The CSO at
peak
THAT 1988
has been the Christchurch Symphony Orchestra's unequivocal highwater mark of the 80s is
clear to its subscribers. More elusive is to explain why this is suddenly so. After all,
the orchestra has much the same faces, conductors and administrators as in its two
previous years. It still inherits problems of no permanent leader, no permanent musical
director, no core of full time salaried players and parsimonious local body funding.

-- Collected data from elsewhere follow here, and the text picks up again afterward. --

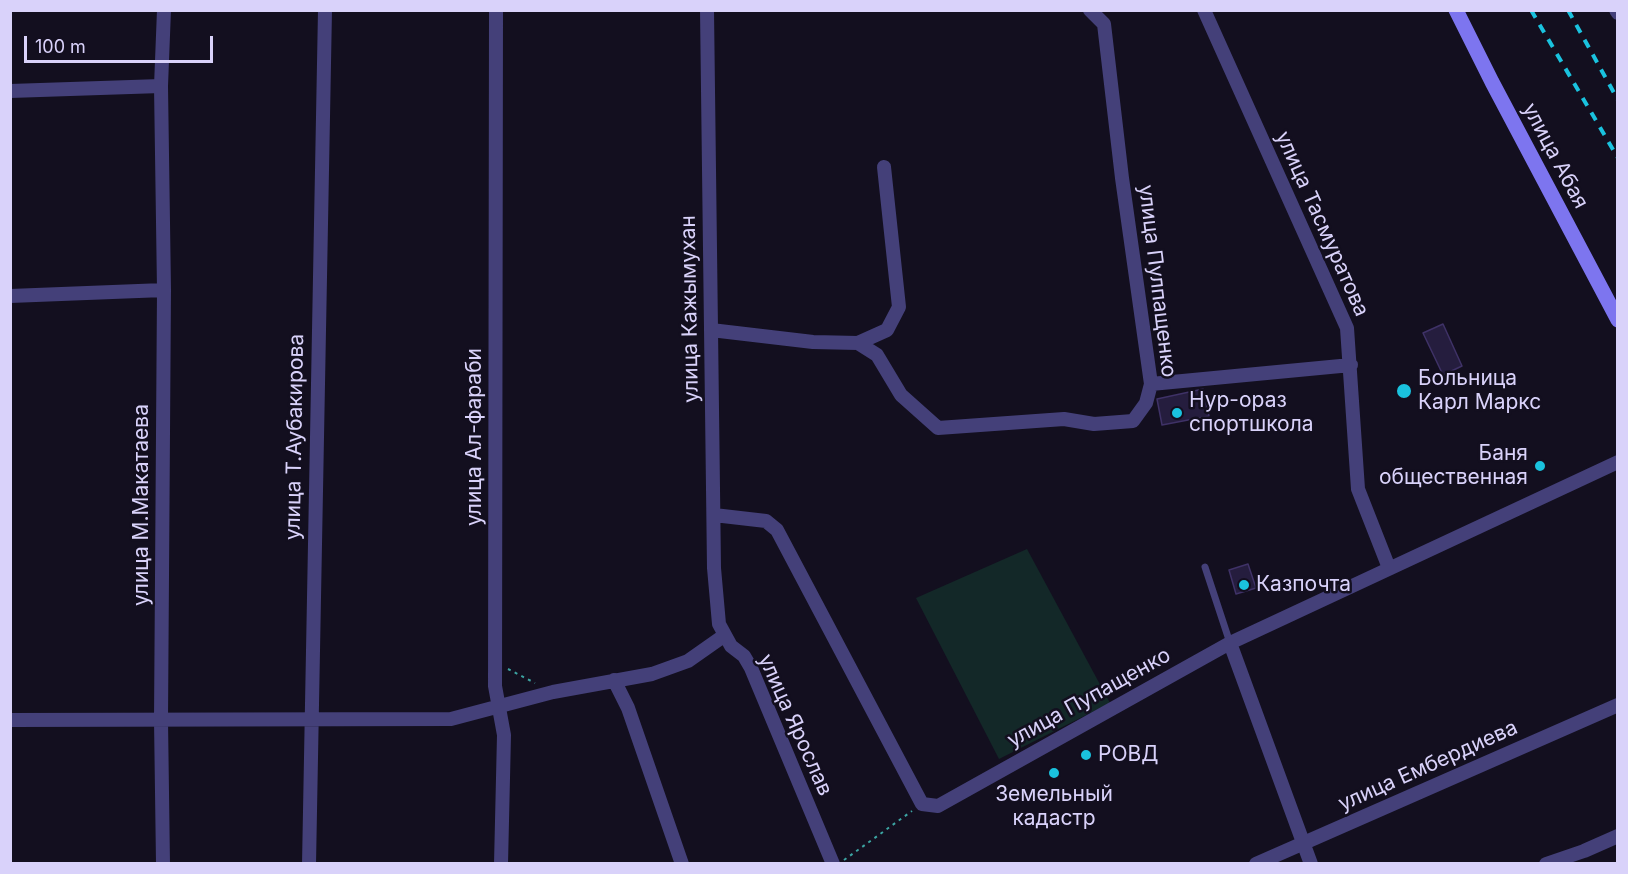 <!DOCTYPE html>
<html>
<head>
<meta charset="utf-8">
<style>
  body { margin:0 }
  #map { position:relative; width:1628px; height:874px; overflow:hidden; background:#130f1f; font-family:Inter,sans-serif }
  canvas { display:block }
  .frame { position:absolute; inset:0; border:12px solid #d9d2fa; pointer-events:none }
  .scale { position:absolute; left:24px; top:36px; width:189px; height:27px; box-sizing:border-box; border:3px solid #d9d2fa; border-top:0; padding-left:8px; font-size:18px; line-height:21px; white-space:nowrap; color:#d9d2fa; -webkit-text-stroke:4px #130f1f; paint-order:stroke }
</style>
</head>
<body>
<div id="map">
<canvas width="1628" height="874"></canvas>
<div class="frame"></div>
<div class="scale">100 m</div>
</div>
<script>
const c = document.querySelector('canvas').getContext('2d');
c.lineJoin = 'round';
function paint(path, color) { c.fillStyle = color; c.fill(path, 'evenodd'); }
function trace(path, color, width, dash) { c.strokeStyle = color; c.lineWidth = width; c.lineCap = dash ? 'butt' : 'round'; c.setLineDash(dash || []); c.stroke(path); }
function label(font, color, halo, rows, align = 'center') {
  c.font = font + ' Inter,sans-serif'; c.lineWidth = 5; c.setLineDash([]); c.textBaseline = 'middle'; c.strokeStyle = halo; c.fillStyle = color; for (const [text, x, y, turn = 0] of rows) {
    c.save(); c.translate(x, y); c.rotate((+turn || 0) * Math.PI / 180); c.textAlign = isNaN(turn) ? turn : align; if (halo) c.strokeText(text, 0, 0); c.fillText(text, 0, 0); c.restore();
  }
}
paint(new Path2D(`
  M1027,549L1110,703L999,759L916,598Z`), '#132828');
const building = new Path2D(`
  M1443,324L1462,366L1443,375L1423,333Z
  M1203,389L1209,416L1162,425L1157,399Z
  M1248,564L1256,588L1236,594L1229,570Z`);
paint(building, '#251d3e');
trace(building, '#3f3267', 1.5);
trace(new Path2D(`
  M508,669L535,683
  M844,860L912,811`), '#3ca4a2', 2, [3, 4.5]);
trace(new Path2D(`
  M1205,567L1230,643`), '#444079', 7);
trace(new Path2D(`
  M496,10L495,686L504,735L501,864
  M707,10L714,568L719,624L731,646L744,656L751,668L833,864
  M1204,10L1347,328L1358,489L1389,568
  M1616,10L1618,13
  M161,86L164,290L161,720L163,864
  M10,91L161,86L164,10
  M10,296L164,290
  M711,330L813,342L858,343L877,355L901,395L938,428L1064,419L1094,424L1133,421L1146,403L1151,384L1122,178L1104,24L1090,10
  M858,343L887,330L899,307L884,167
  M1151,384L1351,365
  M714,515L766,521L777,530L922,804L938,806L1230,643L1618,462
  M1230,643L1311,864
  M614,680L628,708L682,864
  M10,720L451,719L553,692L652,674L688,661L725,635
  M309,864L325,10
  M1256,864L1618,705
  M1546,864L1584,851L1618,836`), '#444079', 14);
trace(new Path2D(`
  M1456,10L1492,82L1618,320`), '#7d75ef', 15);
trace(new Path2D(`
  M1531,10L1618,158
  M1568,10L1618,100`), '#1ac2de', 4, [9, 8]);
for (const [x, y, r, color] of [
  [1404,391,8,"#1ac2de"],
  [1177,413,6,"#1ac2de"],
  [1540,466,6,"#1ac2de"],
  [1244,585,6,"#1ac2de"],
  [1086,755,6,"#1ac2de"],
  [1054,773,6,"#1ac2de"]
]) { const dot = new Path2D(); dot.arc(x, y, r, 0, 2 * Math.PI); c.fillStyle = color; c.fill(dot); trace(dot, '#130f1f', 2); }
label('21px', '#d9d2fa', '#130f1f', [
  ["улица Абая",1555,156,62],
  ["улица Тасмуратова",1322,224,66],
  ["улица Пулпащенко",1157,281,83],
  ["улица Кажымухан",690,309,-91],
  ["улица Т.Аубакирова",295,437,-89],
  ["улица Ал-фараби",475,437,-90],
  ["улица М.Макатаева",142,505,-90],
  ["улица Пупащенко",1089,698,-29],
  ["улица Ярослав",795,725,66],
  ["улица Ембердиева",1428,766,-24]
]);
label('21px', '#d9d2fa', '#130f1f', [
  ["Больница",1418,379],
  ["Карл Маркс",1418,403],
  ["Нур-ораз",1189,401],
  ["спортшкола",1189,425],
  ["Баня",1528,454,"right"],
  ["общественная",1528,478,"right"],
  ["Казпочта",1256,585],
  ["РОВД",1098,755],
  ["Земельный",1054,795,"center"],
  ["кадастр",1054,819,"center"]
], 'left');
</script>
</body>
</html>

Yet, against all this, there is clear evidence that its standards have shot up
noticeably this year. Its Walton Belshartar's Feast under Cavdarski in May was its finest
achievement in my 23-year memory of the CSO. Two months earlier Erich Bergel was already
cracking the pace with a superbly shaped Brahms Requiem. In Canterbury Opera Trust's
successful Rigoletto, Cavdarski and the CSO suddenly put opera accompaniment here on a new
peak.
The confident vivacity of the CSO's Prokofiev Third Piano Concerto in its recent
concert suggest that conductor Donald Johanos may have faced a similar first-rehearsal
surprise from the players. It certainly gave expatriate Christchurch pianist ]effrey Grice
(now resident in Paris) a head start to integrate the dash and sparkle of his deeply
involved playing with tightly knit teamwork. Grice made light of the work's
well-documented technical difficulties.